START Extracted information
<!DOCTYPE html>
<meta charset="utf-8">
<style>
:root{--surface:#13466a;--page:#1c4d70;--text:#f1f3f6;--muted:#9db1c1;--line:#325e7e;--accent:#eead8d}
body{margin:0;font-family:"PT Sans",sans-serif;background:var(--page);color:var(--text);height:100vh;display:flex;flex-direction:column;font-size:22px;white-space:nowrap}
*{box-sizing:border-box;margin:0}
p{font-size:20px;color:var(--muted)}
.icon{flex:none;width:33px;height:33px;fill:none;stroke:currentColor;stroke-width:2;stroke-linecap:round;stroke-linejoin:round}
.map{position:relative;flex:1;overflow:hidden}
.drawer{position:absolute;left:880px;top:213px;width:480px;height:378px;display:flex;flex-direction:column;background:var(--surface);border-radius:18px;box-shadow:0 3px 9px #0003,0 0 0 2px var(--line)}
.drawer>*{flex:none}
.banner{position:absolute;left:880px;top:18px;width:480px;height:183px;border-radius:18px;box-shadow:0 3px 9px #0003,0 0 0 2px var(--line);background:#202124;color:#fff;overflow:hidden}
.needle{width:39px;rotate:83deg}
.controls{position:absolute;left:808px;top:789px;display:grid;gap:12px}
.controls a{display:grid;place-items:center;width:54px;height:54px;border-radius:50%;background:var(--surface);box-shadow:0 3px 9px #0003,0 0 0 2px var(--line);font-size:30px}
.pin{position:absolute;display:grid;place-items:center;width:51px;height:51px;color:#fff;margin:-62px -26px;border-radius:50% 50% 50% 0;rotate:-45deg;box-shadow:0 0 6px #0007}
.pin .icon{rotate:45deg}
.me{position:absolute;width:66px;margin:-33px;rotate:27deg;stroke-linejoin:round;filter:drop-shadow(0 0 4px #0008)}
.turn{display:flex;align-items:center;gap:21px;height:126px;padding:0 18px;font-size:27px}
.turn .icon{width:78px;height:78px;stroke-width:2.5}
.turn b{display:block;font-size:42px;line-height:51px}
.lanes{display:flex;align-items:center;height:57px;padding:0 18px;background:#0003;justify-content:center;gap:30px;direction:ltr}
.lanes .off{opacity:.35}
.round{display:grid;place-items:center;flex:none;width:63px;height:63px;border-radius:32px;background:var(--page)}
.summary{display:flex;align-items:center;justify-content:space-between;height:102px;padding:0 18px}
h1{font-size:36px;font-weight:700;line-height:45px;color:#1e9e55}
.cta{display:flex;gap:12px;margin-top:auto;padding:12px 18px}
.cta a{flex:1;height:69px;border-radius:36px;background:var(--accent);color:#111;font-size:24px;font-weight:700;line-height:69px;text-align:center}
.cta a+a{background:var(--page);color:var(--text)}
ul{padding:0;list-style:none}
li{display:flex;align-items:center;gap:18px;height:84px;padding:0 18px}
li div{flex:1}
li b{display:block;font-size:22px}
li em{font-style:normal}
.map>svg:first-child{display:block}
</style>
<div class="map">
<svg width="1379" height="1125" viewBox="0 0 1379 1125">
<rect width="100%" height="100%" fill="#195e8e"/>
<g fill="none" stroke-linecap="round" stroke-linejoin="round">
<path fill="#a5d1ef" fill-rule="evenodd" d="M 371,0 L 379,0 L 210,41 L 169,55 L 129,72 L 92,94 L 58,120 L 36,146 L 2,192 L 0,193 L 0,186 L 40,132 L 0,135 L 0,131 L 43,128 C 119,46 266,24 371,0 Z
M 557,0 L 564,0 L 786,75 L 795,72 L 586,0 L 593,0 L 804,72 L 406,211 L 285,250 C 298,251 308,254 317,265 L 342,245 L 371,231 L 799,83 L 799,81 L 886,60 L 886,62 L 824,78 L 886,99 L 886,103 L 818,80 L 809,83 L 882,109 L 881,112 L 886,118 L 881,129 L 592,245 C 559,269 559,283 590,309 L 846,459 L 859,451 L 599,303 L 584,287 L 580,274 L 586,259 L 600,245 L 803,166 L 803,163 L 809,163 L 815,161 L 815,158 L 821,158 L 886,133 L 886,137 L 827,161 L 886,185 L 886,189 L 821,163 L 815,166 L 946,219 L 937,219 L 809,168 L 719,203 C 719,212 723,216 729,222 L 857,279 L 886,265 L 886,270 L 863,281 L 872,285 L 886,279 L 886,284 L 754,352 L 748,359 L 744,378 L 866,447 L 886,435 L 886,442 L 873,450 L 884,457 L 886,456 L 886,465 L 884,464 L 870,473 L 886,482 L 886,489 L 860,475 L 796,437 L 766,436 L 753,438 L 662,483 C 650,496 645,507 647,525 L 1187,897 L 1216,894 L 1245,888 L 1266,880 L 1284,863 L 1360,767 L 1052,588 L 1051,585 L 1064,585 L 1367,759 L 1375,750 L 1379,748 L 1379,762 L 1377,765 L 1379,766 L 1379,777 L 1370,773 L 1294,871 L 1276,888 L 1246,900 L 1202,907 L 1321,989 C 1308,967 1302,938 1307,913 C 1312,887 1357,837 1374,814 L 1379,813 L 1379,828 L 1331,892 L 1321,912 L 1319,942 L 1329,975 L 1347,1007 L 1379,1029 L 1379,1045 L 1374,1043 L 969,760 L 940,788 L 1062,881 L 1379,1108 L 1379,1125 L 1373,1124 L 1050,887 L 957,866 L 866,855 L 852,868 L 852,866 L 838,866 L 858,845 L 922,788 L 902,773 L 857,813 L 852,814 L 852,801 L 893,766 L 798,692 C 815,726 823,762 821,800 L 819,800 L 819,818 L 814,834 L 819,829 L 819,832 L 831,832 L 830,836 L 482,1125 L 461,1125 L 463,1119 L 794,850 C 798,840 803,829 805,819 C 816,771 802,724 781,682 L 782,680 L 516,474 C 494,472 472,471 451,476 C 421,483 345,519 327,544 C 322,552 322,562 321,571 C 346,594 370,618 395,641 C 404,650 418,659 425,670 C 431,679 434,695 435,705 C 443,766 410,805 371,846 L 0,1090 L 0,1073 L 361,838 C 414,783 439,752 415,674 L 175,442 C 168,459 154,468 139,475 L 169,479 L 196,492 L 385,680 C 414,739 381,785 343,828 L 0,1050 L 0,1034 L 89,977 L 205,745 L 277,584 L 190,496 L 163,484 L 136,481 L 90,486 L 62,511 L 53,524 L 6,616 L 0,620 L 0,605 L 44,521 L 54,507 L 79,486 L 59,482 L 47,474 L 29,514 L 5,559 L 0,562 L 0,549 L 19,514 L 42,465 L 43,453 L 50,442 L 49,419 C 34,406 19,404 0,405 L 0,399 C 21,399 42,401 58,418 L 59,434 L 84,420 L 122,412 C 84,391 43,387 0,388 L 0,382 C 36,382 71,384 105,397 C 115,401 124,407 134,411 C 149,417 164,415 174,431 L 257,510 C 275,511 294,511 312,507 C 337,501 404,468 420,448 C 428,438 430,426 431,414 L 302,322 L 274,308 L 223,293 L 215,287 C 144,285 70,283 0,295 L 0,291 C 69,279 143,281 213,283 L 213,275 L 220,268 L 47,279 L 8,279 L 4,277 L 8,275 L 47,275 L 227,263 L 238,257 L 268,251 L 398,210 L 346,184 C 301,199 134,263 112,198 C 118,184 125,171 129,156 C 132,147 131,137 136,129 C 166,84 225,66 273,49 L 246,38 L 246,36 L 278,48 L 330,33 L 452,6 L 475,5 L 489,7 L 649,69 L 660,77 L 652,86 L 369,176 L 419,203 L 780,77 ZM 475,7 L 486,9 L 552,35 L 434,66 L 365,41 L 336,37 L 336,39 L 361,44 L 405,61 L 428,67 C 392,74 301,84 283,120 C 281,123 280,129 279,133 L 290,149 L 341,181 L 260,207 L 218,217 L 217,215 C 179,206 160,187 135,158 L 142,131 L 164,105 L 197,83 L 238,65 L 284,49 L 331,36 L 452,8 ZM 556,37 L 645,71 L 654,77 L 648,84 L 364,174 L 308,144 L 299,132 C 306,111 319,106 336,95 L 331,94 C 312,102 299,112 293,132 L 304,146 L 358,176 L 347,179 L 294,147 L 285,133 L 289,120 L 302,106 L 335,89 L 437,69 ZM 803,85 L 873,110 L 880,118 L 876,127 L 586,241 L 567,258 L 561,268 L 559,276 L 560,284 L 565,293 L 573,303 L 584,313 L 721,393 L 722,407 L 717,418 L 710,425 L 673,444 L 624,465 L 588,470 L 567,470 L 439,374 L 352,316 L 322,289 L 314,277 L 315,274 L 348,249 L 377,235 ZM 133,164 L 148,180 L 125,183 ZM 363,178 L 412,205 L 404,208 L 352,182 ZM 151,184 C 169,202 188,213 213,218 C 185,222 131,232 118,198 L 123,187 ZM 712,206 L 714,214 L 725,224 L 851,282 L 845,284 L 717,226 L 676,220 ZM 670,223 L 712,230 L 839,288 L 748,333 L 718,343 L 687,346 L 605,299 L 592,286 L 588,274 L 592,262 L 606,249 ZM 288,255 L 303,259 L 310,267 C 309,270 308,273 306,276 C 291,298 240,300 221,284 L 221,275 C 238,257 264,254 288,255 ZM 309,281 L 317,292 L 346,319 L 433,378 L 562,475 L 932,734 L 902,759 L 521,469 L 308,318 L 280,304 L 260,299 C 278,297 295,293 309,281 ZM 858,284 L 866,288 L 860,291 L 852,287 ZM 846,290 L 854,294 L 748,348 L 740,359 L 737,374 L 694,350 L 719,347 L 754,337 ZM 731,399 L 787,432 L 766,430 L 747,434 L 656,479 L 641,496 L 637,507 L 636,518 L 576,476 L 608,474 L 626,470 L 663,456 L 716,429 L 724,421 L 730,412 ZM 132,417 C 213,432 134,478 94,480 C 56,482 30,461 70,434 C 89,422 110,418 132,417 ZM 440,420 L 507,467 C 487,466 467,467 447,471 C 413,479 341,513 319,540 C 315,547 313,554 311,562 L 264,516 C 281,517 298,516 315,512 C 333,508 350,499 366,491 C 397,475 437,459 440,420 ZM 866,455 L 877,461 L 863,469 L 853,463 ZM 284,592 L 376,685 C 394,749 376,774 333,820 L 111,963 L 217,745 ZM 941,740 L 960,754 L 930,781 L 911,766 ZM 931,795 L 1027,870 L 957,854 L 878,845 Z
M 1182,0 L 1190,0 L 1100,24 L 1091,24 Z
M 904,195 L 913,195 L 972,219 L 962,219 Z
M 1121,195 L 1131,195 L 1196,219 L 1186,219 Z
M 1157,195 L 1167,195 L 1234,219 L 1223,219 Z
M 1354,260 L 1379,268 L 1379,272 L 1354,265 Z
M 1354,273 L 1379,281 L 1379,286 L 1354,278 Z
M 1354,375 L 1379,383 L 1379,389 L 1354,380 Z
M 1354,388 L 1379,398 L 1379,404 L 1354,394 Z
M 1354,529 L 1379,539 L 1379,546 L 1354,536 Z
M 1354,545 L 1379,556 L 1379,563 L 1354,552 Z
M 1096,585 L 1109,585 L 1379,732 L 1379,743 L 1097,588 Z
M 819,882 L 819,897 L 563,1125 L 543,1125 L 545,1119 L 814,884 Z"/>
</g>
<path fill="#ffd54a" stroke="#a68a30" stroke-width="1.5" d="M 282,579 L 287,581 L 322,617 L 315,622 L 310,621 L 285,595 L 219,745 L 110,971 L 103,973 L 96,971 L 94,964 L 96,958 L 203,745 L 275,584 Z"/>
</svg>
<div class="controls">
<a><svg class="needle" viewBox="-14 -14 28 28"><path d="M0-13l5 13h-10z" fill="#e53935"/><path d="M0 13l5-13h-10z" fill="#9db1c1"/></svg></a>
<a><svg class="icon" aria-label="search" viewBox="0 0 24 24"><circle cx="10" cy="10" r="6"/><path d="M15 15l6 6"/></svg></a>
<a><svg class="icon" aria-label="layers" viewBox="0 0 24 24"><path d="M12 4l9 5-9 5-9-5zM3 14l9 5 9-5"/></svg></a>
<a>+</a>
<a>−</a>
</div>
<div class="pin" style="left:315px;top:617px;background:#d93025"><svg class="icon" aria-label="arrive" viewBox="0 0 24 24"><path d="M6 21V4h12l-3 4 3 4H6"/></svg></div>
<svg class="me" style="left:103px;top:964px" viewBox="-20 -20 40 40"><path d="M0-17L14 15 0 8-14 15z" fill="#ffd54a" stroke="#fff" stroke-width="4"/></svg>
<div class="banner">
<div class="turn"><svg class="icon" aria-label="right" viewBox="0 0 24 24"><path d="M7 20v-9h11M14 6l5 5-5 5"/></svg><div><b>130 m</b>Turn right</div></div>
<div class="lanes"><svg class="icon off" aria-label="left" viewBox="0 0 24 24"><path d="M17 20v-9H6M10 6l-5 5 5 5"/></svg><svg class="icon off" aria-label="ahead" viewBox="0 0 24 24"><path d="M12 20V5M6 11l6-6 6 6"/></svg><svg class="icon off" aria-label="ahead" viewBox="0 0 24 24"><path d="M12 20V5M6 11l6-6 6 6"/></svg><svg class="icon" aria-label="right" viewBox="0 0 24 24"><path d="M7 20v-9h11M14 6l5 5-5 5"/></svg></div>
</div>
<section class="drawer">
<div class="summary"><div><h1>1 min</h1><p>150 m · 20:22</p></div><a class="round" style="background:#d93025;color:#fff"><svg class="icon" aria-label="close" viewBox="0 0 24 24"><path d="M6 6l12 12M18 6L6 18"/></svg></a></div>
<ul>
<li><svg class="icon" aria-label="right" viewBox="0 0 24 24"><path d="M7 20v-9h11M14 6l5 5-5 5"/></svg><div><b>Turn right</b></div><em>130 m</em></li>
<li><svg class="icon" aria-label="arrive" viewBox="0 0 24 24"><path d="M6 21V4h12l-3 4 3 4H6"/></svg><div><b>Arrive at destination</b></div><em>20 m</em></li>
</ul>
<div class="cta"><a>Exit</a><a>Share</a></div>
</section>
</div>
END Extracted information
What you give back should be exactly the lines from the one with "at destination</b></div><em>20 m</em></li>" through the final line of the listing, and no others.

<li><svg class="icon" aria-label="arrive" viewBox="0 0 24 24"><path d="M6 21V4h12l-3 4 3 4H6"/></svg><div><b>Arrive at destination</b></div><em>20 m</em></li>
</ul>
<div class="cta"><a>Exit</a><a>Share</a></div>
</section>
</div>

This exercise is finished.